I thought it was stupid to have the child speak directly to the teacher too. I do think there is value in having children face issues directly, but between a child and another adult the child is coming from lower status and power by too much. I have made my kids do this before (we homeschool, so at activities) but only with my presence, so I can monitor the situation and command respect on the kid’s behalf right by them. The value of teaching children to navigate uncomfortable situations and speak up even when it is difficult is so important to their happiness and success as adults that I can sort of understand why it was suggested, even if it was offered in a clumsy way.
The point of teachers needing to be disciplinarians is well said. Whenever I report having had a difficult day with my son, my husband replies that if the kid was in school we wouldn’t have any discipline issues with him because the school would not tolerate it. So even though we are in our second year of homeschooling and the kids are thriving, my husband still thinks school is better because they do a better job of disciplining kids and making them “do what they are supposed to do.” The fact is that my son has sleep apnea and when he doesn’t sleep some nights, the next day is unpleasant. We can certainly manage that much better in a homeschooling environment than we ever could in a traditional school environment. But it is hard to change people’s mind about the “system” when we have all been indoctrinated in it.

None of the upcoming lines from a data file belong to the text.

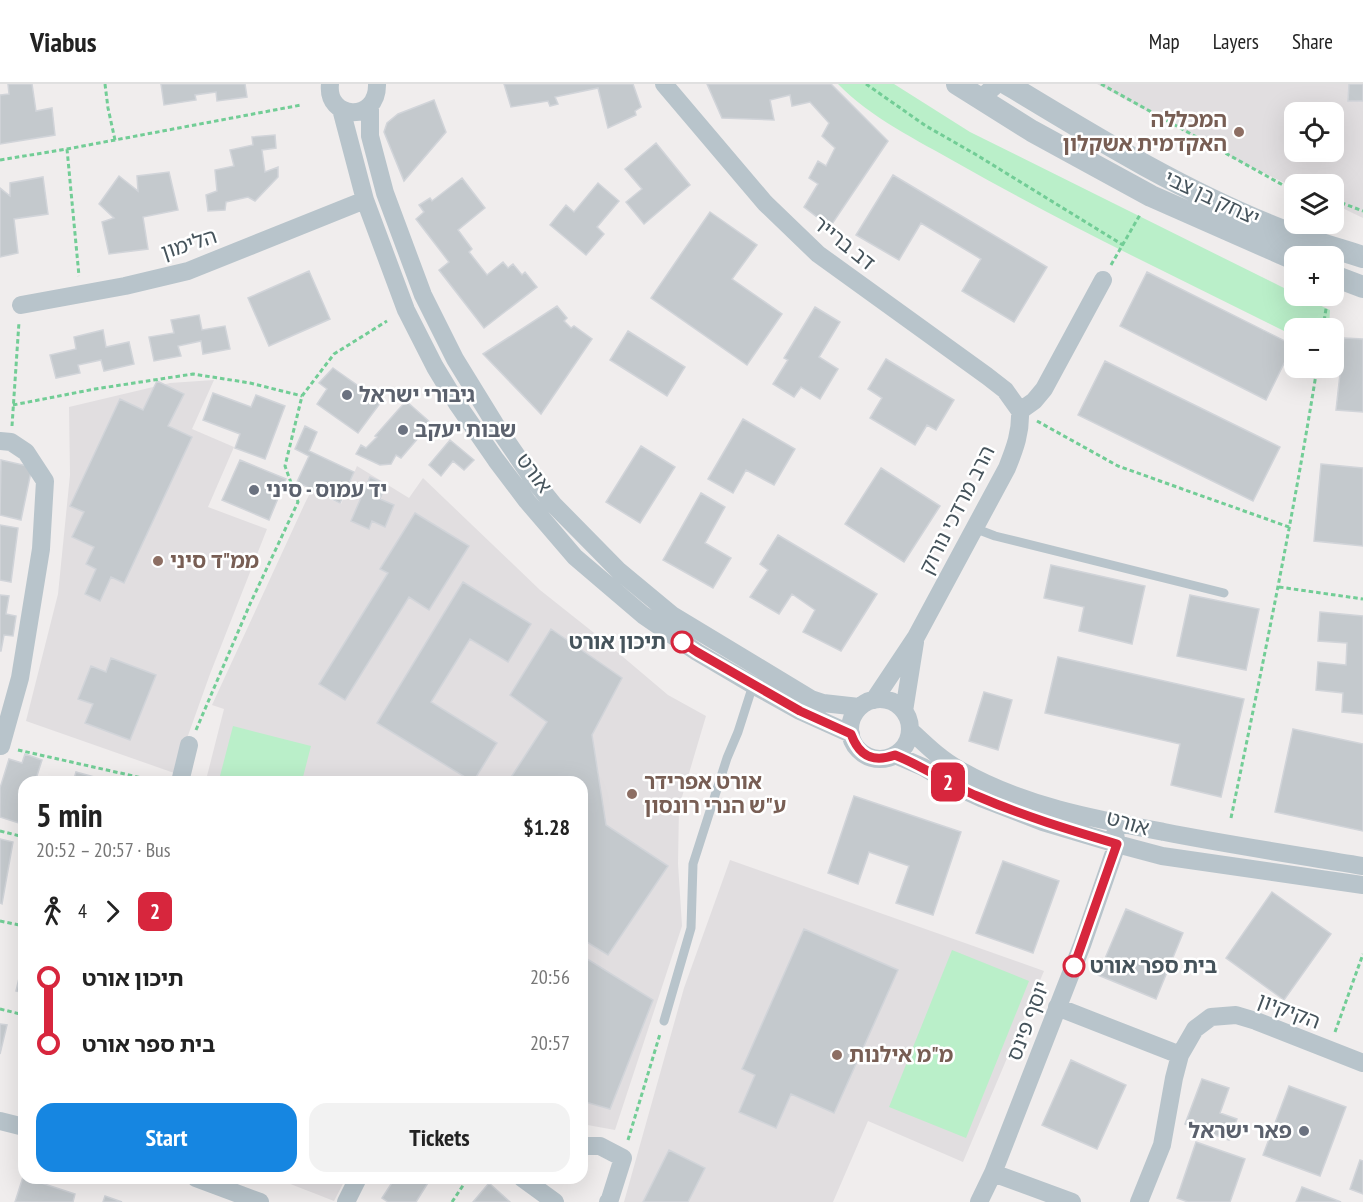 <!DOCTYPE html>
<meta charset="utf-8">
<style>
:root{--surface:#fff;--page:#f2f2f2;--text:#222;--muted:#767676;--line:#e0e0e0;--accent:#1686e1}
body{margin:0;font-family:"PT Sans Narrow","Noto Sans Hebrew",sans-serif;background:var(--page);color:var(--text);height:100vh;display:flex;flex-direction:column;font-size:22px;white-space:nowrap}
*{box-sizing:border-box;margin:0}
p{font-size:20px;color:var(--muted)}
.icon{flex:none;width:33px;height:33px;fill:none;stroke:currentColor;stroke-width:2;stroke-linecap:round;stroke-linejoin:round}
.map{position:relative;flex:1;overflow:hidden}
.sheet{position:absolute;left:18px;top:692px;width:570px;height:408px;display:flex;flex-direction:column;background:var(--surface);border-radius:18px;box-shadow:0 6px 24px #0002}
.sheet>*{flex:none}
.badge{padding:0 12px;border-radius:9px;font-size:21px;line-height:39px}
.controls{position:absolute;left:1284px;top:18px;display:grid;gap:12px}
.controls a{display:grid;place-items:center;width:60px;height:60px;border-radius:12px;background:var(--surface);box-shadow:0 6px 24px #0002;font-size:30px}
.map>.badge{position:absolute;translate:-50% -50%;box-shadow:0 0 0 3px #fff}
.legs{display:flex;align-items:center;gap:9px;height:66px;padding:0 18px;font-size:20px}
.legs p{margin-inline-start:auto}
.headline{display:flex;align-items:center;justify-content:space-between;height:102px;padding:0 18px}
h1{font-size:33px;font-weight:800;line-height:45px}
.button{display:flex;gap:12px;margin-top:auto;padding:12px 18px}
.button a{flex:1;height:69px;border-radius:18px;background:var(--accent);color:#fff;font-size:24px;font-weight:800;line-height:69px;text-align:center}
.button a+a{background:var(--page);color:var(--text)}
ul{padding:0 18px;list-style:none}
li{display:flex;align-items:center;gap:21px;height:66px;font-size:22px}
li i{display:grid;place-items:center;width:9px;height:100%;margin:0 8px;background:currentColor}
li i::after{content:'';width:15px;height:15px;margin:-8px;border:4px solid;border-radius:50%;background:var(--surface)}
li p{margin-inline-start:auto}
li:first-child i{background:linear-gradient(#0000 50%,currentColor 0)}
li:last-child i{background:linear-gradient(currentColor 50%,#0000 0)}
header{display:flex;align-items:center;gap:36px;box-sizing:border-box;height:84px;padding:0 30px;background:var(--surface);border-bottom:2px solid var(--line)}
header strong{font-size:28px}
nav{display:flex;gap:33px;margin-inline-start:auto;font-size:21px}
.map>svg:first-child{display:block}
.education{fill:#e1dee0;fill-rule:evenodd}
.green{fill:#baefc9}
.building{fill:#c4c9cd;stroke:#d1d4d9;stroke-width:1.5}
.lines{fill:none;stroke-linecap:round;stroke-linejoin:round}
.path{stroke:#72cd96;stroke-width:3;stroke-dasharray:4.5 3;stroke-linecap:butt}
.service{stroke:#b8c4cb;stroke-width:9}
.minor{stroke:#b8c4cb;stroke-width:18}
.tertiary{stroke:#b8c4cb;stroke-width:22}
.line-1-casing{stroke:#fff;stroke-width:14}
.line-1{stroke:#d7263d;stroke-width:9}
.education-dot{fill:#8d6e63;stroke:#fff;stroke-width:2}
.worship-dot{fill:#6b7280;stroke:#fff;stroke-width:2}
.stop-1-dot{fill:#fff;stroke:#d7263d;stroke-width:3}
.labels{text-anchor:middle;stroke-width:5;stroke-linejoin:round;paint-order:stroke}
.education-label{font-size:21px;font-weight:bold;fill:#785e54;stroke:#fff;text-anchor:start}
.street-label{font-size:21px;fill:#45535b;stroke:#fff}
.worship-label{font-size:21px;font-weight:bold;fill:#5b616d;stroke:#fff;text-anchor:start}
.stop-label{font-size:21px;font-weight:bold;fill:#45535b;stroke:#fff;text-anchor:end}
</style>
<header>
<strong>Viabus</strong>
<nav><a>Map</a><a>Layers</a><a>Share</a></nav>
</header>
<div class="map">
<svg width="1363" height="1118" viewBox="0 0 1363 1118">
<rect width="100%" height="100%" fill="#f0eded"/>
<path class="education" d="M 1097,0 L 1363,0 L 1363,134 L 1334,120 L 1334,100 L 1294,100 L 1294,103 L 1242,79 ZM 1294,28 L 1334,28 L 1334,68 L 1294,68 Z
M 214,296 L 192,345 L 234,363 L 208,423 L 267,445 L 210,590 L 185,660 L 177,690 L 26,637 L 58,510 L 70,391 L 69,323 L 170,299 Z
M 357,382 L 409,414 L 423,394 L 540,506 L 603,556 L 668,611 L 706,632 L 679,723 L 678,780 L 682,842 L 615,1046 L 582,1040 L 582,698 L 211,698 L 206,696 L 224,625 L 212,621 L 305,419 L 311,407 L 341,420 Z
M 730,776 L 1044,887 L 963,1078 L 868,1037 L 833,1118 L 624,1118 L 684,904 Z
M 275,1094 L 346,1094 L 334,1117 Z"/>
<path class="green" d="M 838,0 L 894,0 L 970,48 L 1294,209 L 1294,212 L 1300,212 L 1330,226 L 1329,244 L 1294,244 L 1294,252 C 1182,196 1068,142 959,80 C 917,56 871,34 838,0 Z
M 233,642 L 311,662 L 302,697 L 241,697 L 220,692 Z
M 952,866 L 1029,897 L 966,1054 L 889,1023 Z"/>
<path class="building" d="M 8,0 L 32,0 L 36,27 L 52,24 L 55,51 L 0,60 L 0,11 L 9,10 Z
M 161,0 L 245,0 L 247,13 L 217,17 L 216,8 L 195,11 L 196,16 L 164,21 Z
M 504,0 L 633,0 L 641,23 L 635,27 L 636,31 L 608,44 L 598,4 L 555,13 L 558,20 L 550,22 L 548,17 L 511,23 Z
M 707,0 L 831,0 L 888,57 L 830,143 L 804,123 L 818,100 L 809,94 L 811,90 L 818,77 L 826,82 L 835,64 L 822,52 L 829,39 L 810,18 L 792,22 L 790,11 L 770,16 L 774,36 L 722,34 Z
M 1349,0 L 1363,0 L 1363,17 L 1348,17 Z
M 434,16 L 446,48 L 404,97 L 384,48 L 387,39 L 398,30 Z
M 275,51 L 276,64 L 262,66 L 265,88 L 278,83 L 278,93 L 255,117 L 248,113 L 226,118 L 225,126 L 208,127 L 206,111 L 217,107 L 215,86 L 234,82 L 230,66 L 253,61 L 252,53 Z
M 656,59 L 690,101 L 644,140 L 626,118 L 642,105 L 625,85 Z
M 169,88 L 178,126 L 143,133 L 148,165 L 109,170 L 102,138 L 114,134 L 99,120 L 119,92 L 138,107 L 137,92 Z
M 893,91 L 1047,183 L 1014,238 L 962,207 L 981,175 L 921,139 L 899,176 L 856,151 Z
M 43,93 L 48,130 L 14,135 L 18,169 L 0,173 L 0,104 L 10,112 L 10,99 Z
M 462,94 L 485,124 L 458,146 L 472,165 L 469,168 L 487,191 L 503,178 L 508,184 L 513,180 L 522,191 L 525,188 L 537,203 L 484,244 L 439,186 L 449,178 L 416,135 L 424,128 L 419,121 L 430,114 L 432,117 Z
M 598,99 L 619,117 L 597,143 L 604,150 L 586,171 L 550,141 L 566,121 L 574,128 Z
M 710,128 L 757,161 L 732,195 L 782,230 L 747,281 L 651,214 Z
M 309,187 L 330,235 L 269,262 L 248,214 Z
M 1147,188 L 1293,261 L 1266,316 L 1120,242 Z
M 557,222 L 567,234 L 564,237 L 571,244 L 574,242 L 592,255 L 541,330 L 483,270 Z
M 815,223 L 840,238 L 819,273 L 838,285 L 820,315 L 801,303 L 794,313 L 773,300 L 788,276 L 784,274 Z
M 199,231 L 202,246 L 225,242 L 230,265 L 203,270 L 201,257 L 178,262 L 181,272 L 154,277 L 149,253 L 174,249 L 171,236 Z
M 103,246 L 106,263 L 129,258 L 134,280 L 104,287 L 101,276 L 78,281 L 80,289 L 56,294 L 50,271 L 76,265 L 74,253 Z
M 628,247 L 685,283 L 667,312 L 610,276 Z
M 1344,254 L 1363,255 L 1363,328 L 1336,326 Z
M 886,275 L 954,316 L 936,346 L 927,341 L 915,361 L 870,334 L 882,314 L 868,305 Z
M 1105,277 L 1280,363 L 1253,417 L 1078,331 Z
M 333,284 L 381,318 L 358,349 L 317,320 L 327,305 L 319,299 Z
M 157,297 L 184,310 L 168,342 L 192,353 L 124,499 L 111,493 L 100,517 L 85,510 L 96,485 L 86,480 L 94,463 L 72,453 L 84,428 L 70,422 L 120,315 L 143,326 Z
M 213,309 L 251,323 L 256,311 L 285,322 L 265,375 L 235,364 L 240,350 L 203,336 Z
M 406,317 L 431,339 L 401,374 L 396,371 L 391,380 L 380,381 L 356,370 L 361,361 L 366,364 L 377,353 L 375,352 Z
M 743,335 L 795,365 L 774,401 L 746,386 L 733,409 L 708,395 Z
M 305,342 L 317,348 L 309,367 L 354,388 L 340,419 L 297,398 L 309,372 L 295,365 Z
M 450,356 L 474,376 L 464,386 L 453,377 L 441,392 L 429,381 Z
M 641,362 L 675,383 L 640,439 L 606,418 Z
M 1,376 L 32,383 L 21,436 L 0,431 Z
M 240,376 L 286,395 L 269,436 L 222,416 Z
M 1321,380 L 1363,384 L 1363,462 L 1314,457 Z
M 881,384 L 940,422 L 904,478 L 845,440 Z
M 370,393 L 386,400 L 380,415 L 394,421 L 385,443 L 372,437 L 369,445 L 351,437 Z
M 701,409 L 725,423 L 705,459 L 731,474 L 713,504 L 663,476 Z
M 415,429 L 469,462 L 429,526 L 409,513 L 345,616 L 319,600 L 388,489 L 380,485 Z
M 0,441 L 18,444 L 11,498 L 0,496 Z
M 778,451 L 877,510 L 841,567 L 803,548 L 815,526 L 792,510 L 779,530 L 750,513 L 768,486 L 760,480 Z
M 1051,481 L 1145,502 L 1132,560 L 1079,547 L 1084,523 L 1044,514 Z
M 463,498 L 531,540 L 508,578 L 470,555 L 431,618 L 497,659 L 473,698 L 377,639 Z
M 0,511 L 9,512 L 6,530 L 16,532 L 13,552 L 4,551 L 1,567 L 0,567 Z
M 1190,511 L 1259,525 L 1246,586 L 1177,572 Z
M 1320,528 L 1363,532 L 1363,630 L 1342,628 L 1343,609 L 1316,606 L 1318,578 L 1346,581 L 1347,559 L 1318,557 Z
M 551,545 L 622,594 L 592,651 L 606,741 L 668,782 L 608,871 L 582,855 L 582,698 L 508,698 L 547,638 L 510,611 Z
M 1058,573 L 1244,615 L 1221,713 L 1171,701 L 1180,660 L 1045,629 Z
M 111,574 L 156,591 L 130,656 L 85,639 L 93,620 L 78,615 L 91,582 L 106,588 Z
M 984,608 L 1012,616 L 998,666 L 969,657 Z
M 1293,645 L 1363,660 L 1363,747 L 1275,728 Z
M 25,670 L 42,676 L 35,698 L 24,698 L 24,733 L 22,740 L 0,733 L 0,704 L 9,675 L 22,679 Z
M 76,688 L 102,695 L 101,698 L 73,698 Z
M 854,712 L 961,748 L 933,831 L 896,819 L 909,782 L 869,768 L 858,800 L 828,789 Z
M 0,755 L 13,758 L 2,820 L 0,819 Z
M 1003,777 L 1059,797 L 1033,869 L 976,849 Z
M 1272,808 L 1331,850 L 1284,916 L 1226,874 Z
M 1126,825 L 1183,849 L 1156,915 L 1098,891 Z
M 804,845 L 898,886 L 834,1029 L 791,1010 L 776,1044 L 739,1028 L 755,991 L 742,985 Z
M 24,873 L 24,909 L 16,907 Z
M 584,873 L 653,916 L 610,1025 L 582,1017 L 582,876 Z
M 0,940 L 7,941 L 0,970 Z
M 1071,976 L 1126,1001 L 1097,1065 L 1042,1041 Z
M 1202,995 L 1229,1004 L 1220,1029 L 1237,1035 L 1229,1056 L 1185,1040 Z
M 1289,1002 L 1346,1023 L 1320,1092 L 1263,1071 Z
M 1196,1058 L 1245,1075 L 1230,1118 L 1188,1118 L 1177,1114 Z
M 669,1066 L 705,1084 L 688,1118 L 643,1118 Z
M 1360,1076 L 1363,1077 L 1363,1110 L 1350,1105 Z
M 23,1093 L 75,1110 L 73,1118 L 15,1118 Z
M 395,1094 L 431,1094 L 416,1118 L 388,1118 L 382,1114 Z
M 489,1099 L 510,1118 L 473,1118 Z
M 1302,1103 L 1341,1118 L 1296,1118 Z
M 105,1112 L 122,1118 L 103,1118 Z"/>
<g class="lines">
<path class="path" d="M 105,0 L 108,24 L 115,56
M 866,0 L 926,42 L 975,70 L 1123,161
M 1101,0 L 1290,105 L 1294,105
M 67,65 L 79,192
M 0,76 L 67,65 L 301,21
M 1334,116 L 1363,127
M 1111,181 L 1141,129
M 1323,244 L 1328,212
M 13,321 L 95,305 L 193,290 L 250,299 L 302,312
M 1037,337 L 1118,382 L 1289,443
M 12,342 L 19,238
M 1279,503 L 1363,515
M 196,646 L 250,520 L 298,418 L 285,382 L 302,312 L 334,270 L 387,237
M 18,666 L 160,698
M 1231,734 C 1262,584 1293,435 1317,284
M 0,747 L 24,753
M 0,837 L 24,842
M 0,925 L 24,931
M 1335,948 L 1363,870
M 628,1056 L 660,950
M 452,1118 L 468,1094"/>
<path class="service" d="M 974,444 L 995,452 L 1224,509
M 664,937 L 691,844 L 693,780 L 727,674 L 738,648 L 753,601"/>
<path class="minor" d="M 330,0 C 326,36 378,39 377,0
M 664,0 L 765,119 L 818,170 L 987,292 L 1005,306 L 1020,327
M 980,15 L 997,0
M 370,22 L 370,52 L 385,109 L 423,211 L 455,275 L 495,340 L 532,394 L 553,420 L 619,487 L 672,531 L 811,615 L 823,619 L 859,623
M 341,25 L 365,116 L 406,226 L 435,283 L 458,321 L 496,376 L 527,417 L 575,473 L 643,531 L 697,568 L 753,601 L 800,627 L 851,650
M 21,221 L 125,202 L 188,187 L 365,116
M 0,357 L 11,358 L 26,368 L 45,397 L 41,465 L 20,594 L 1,662
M850 645a30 30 0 1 1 60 0a30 30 0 1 1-60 0Z
M 874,616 L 916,553 L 1007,384 C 1015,364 1021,348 1020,327 L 1034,317 L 1044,305 L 1103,196
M 904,627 L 915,558
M 910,646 C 925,660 941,676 960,686 C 1023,722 1094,735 1164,748 C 1230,761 1297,771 1363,782
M 895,671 L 923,683 L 957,703 L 981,714 L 1043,738 L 1117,760 L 1162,772 L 1363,801
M 180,698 L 189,661
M 1057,923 L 1180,971
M 0,1037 L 24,1043
M 582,1062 L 600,1062 L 623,1074 L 610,1115 L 608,1118
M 993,1089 L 1072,1118
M 196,1094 L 260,1118
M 522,1094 L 555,1118
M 346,1118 L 358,1094
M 979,1118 L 993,1089 L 1082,861 L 1117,760 L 1115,750
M 1139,1118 L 1162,1061 L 1174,994 L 1180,971 L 1195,945 L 1211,933 L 1236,931 L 1256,937 L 1363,979"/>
<path class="tertiary" d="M 957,0 L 1032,47 L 1151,112 L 1294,175
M 1007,0 C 1096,54 1184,108 1281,146 C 1307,157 1336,164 1363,173
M 1334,192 L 1363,203"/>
</g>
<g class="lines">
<defs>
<path id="line-1" d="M 682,558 L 697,568 L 800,627 L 851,650 C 859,672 873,679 895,671 C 924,683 949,700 977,712 C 1023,732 1070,746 1117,760 L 1074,882"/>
</defs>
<use href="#line-1" class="line-1-casing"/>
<use href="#line-1" class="line-1"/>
</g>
<g class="education-dot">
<circle cx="1239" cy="48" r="6"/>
<circle cx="158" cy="477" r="6"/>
<circle cx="632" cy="710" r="6"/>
<circle cx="837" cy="971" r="6"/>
</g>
<g class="worship-dot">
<circle cx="347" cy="311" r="6"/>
<circle cx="403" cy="346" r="6"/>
<circle cx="254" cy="406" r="6"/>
<circle cx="1304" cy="1047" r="6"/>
</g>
<g class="stop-1-dot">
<circle cx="682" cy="558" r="10"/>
<circle cx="1074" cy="882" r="10"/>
</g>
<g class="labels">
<g class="education-label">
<text x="1227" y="43" text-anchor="end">המכללה<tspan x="1227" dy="24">האקדמית אשקלון</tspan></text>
<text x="170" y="484">ממ"ד סיני</text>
<text x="644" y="705">אורט אפרידר<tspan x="644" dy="24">ע"ש הנרי רונסון</tspan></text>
<text x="849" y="978">מ"מ אילנות</text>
</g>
<g class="street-label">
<text transform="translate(1212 114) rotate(25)" y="7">יצחק בן צבי</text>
<text transform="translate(844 159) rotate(39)" y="7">דב ברייר</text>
<text transform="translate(189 160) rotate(-18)" y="7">הלימון</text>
<text transform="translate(534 389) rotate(53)" y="7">אורט</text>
<text transform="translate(957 426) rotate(-63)" y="7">הרב מרדכי נורוק</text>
<text transform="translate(1128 739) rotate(16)" y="7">אורט</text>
<text transform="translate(1289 927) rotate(21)" y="7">הקיקיון</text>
<text transform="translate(1028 937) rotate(-69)" y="7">יוסף פינס</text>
</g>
<g class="worship-label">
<text x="359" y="318">גיבורי ישראל</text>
<text x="415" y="353">שבות יעקב</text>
<text x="266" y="413">יד עמוס - סיני</text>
<text x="1292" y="1054" text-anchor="end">פאר ישראל</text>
</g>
<g class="stop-label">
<text x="666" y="565">תיכון אורט</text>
<text x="1090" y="889" text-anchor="start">בית ספר אורט</text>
</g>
</g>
</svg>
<div class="controls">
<a><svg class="icon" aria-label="locate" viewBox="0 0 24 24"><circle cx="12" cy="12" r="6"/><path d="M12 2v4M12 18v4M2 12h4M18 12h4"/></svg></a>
<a><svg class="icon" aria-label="layers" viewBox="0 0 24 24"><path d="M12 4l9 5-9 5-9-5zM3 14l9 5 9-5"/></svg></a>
<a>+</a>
<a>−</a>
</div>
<b class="badge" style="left:948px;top:698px;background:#d7263d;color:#fff">2</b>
<section class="sheet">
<div class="headline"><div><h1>5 min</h1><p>20:52 – 20:57 · Bus</p></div><b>$1.28</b></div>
<div class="legs"><svg class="icon" aria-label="walk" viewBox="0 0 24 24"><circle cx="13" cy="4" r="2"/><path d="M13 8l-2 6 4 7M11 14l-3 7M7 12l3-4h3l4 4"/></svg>4<svg class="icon" aria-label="forward" viewBox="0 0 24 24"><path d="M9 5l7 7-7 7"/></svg><b class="badge" style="background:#d7263d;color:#fff">2</b></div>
<ul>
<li><i style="color:#d7263d"></i><b>תיכון אורט</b><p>20:56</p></li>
<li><i style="color:#d7263d"></i><b>בית ספר אורט</b><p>20:57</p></li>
</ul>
<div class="button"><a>Start</a><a>Tickets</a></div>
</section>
</div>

Wow, nothing to help the day along like an ignorant husband, eh?
I can’t imagine anyone (even people who are part of the system!) actually believing that a school can deal with behavioral issues better than a concerned and involved parent. The very notion is bizarre!
I feel for you. I wish you the best of success in eventually educating hubby. He needs ‘homeschooling’ just as much your son! :)
Unfortunately, “school is better” is a philosophy held by many in my family (see my guest post on 3 Reasons why Black people don’t homeschool: http://homeschooling.penelopetrunk.com/2013/08/21/3-reasons-why-black-people-dont-homeschool/). The good thing is that they are indulging me and my radical ideas, even if they are somewhat critical.
I had people asking me about Teach for America the other day. I had no idea what to tell these bright, hopeful, and utterly ridiculous college students that believed in the system as it was, but hoping to do something good.
I’m glad to know something more about the way Teach for America actually works now. I’m also glad that I told them they’d learn more about teaching from working outside the system and to volunteer at a museum.
As always, thanks for the insight, Penelope.